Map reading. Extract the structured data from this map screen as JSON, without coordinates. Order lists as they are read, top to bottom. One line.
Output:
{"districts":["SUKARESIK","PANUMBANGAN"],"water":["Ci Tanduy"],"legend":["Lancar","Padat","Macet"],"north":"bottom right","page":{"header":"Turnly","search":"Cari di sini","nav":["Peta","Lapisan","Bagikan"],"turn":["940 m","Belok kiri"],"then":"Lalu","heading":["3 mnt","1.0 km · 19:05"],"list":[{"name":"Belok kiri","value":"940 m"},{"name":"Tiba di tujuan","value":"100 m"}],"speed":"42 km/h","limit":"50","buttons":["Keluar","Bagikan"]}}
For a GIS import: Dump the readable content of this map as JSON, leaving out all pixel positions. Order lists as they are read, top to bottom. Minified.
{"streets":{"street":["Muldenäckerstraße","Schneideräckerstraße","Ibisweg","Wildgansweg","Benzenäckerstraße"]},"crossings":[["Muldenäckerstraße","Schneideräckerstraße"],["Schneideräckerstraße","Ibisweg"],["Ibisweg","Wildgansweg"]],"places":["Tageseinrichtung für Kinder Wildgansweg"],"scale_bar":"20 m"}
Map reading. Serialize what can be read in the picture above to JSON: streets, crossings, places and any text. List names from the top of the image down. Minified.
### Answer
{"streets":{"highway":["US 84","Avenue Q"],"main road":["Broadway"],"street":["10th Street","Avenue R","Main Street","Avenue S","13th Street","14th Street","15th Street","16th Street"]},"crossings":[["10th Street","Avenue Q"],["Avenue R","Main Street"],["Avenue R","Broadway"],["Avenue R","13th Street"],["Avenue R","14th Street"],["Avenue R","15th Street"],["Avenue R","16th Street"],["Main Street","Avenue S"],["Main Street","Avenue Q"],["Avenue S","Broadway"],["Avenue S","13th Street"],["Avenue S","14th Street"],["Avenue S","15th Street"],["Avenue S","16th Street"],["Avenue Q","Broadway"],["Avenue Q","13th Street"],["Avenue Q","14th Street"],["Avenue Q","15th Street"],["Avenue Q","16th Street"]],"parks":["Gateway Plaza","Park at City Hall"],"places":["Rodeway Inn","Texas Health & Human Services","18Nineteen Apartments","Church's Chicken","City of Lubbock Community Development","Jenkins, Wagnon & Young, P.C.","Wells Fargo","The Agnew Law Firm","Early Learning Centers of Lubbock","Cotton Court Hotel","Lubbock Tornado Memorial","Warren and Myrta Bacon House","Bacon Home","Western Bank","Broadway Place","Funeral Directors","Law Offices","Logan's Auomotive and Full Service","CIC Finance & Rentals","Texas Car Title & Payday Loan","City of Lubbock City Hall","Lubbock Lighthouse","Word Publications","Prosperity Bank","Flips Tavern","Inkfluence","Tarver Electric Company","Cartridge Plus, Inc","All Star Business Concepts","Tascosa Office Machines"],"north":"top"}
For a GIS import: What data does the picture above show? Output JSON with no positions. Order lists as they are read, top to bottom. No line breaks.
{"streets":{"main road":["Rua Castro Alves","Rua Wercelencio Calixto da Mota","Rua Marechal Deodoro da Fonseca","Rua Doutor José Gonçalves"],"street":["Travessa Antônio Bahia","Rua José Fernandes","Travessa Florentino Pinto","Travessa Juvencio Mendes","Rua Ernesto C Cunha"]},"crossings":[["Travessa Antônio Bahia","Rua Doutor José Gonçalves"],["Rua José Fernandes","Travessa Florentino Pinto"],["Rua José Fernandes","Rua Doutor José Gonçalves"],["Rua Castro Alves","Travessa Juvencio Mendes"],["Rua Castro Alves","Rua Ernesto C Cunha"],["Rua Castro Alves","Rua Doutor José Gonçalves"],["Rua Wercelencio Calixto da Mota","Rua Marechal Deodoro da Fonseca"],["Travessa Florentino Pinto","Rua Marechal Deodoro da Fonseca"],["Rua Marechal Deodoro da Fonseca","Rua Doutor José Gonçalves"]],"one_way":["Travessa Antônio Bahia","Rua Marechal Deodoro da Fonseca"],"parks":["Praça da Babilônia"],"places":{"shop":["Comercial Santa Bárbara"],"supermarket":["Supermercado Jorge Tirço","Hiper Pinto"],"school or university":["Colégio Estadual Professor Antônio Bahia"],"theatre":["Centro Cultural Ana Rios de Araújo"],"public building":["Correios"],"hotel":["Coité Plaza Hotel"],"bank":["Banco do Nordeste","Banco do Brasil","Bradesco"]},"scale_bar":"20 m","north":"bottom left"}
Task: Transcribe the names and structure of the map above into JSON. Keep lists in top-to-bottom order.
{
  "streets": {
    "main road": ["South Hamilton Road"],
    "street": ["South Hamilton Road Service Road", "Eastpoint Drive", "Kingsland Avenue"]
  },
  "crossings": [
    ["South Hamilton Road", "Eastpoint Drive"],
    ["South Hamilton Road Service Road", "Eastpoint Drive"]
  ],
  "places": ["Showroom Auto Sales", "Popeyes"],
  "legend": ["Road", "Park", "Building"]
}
■ ■ ■
▶ [Brief]: Wherever "reading" occurs in the entries above, copy the line it sits on.

▶ [Solution to this problem]:
Map reading. Extract the structured data from this map screen as JSON, without coordinates. Order lists as they are read, top to bottom. One line.
Map reading. Serialize what can be read in the picture above to JSON: streets, crossings, places and any text. List names from the top of the image down. Minified.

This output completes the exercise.